But some people have managed their declines well. Consider the case of Johann Sebastian Bach. Born in 1685 to a long line of prominent musicians in central Germany, Bach quickly distinguished himself as a musical genius. In his 65 years, he published more than 1,000 compositions for all the available instrumentations of his day.

Early in his career, Bach was considered an astoundingly gifted organist and improviser. Commissions rolled in; royalty sought him out; young composers emulated his style. He enjoyed real prestige.

But it didn’t last—in no small part because his career was overtaken by musical trends ushered in by, among others, his own son, Carl Philipp Emanuel, known as C.P.E. to the generations that followed. The fifth of Bach’s 20 children, C.P.E. exhibited the musical gifts his father had. He mastered the baroque idiom, but he was more fascinated with a new “classical” style of music, which was taking Europe by storm. As classical music displaced baroque, C.P.E.’s prestige boomed while his father’s music became passé.

Bach easily could have become embittered, like Darwin. Instead, he chose to redesign his life, moving from innovator to instructor.

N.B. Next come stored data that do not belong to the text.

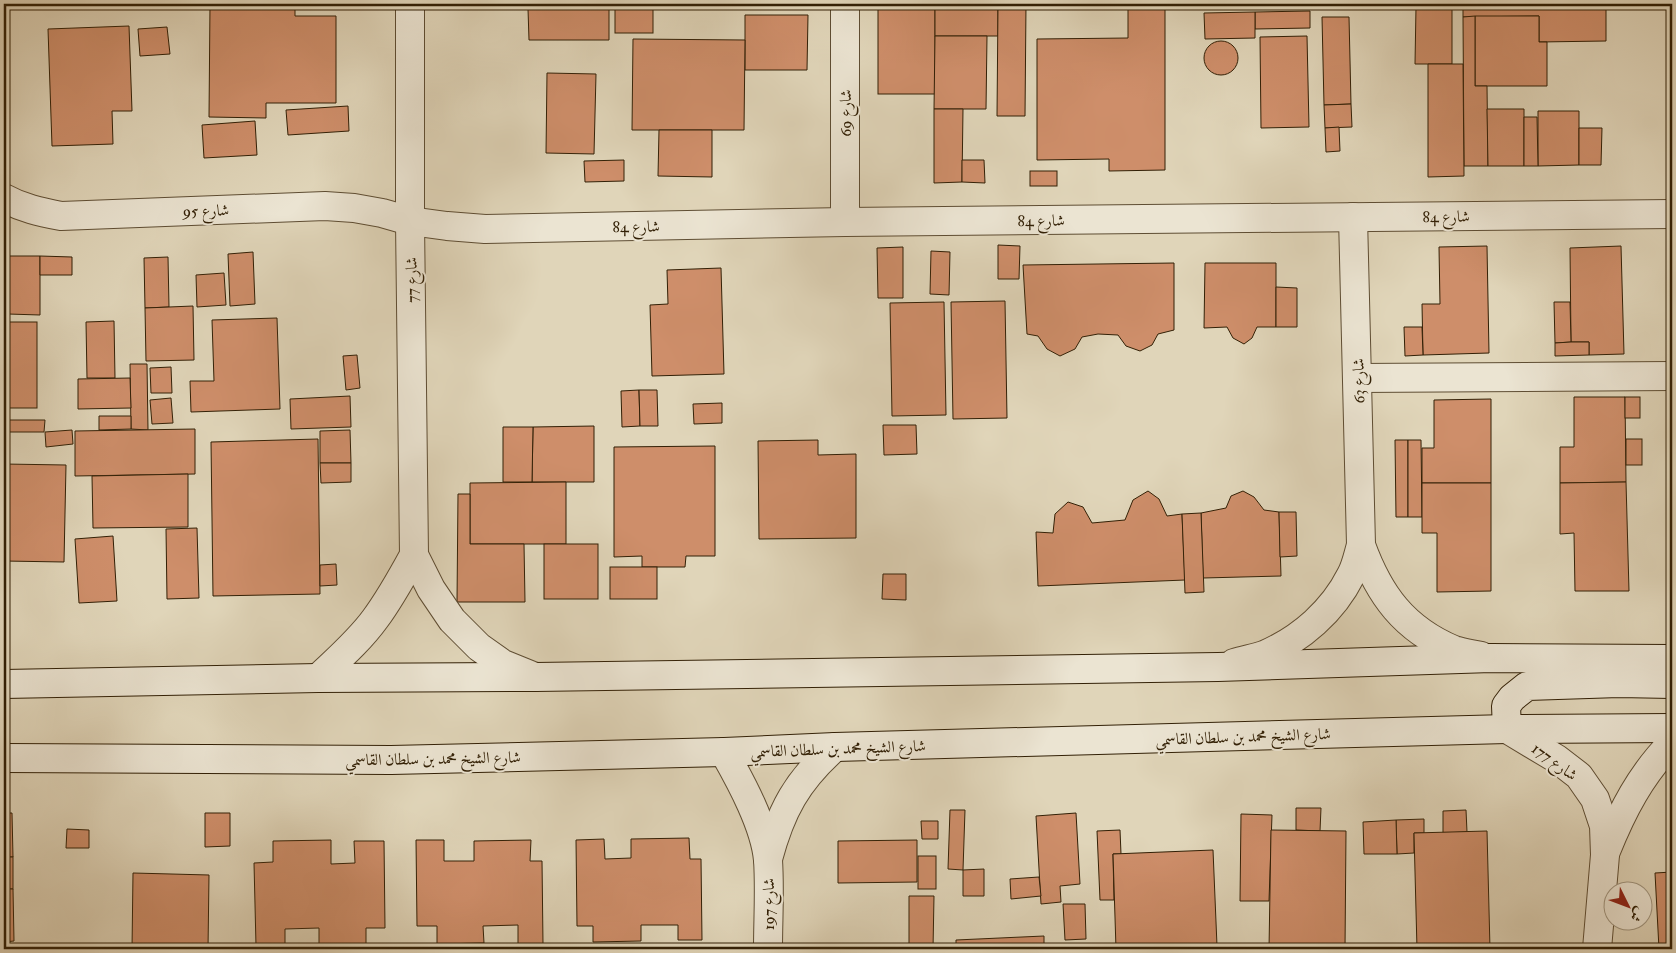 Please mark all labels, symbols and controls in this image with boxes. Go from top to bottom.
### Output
street label: شارع 69 [836,89,859,137]
street label: شارع 95 [182,200,230,225]
street label: شارع 84 [1422,207,1470,230]
street label: شارع 84 [1017,211,1065,234]
street label: شارع 84 [612,217,660,240]
street label: شارع 77 [402,257,425,303]
street label: شارع 63 [1349,358,1372,404]
street label: شارع الشيخ محمد بن سلطان القاسمي [1155,724,1331,755]
street label: شارع الشيخ محمد بن سلطان القاسمي [750,736,926,767]
street label: شارع 177 [1526,739,1581,787]
street label: شارع الشيخ محمد بن سلطان القاسمي [345,747,521,776]
street label: شارع 197 [759,878,782,930]
north arrow [1604,880,1654,930]
text: ش [1626,904,1648,925]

He spent a good deal of his last 10 years writing The Art of Fugue, not a famous or popular work in his time, but one intended to teach the techniques of the baroque to his children and students—and, as unlikely as it seemed at the time, to any future generations that might be interested. In his later years, he lived a quieter life as a teacher and a family man.

What’s the difference between Bach and Darwin? Both were preternaturally gifted and widely known early in life. Both attained permanent fame posthumously. Where they differed was in their approach to the midlife fade. When Darwin fell behind as an innovator, he became despondent and depressed; his life ended in sad inactivity. When Bach fell behind, he reinvented himself as a master instructor. He died beloved, fulfilled, and—though less famous than he once had been—respected.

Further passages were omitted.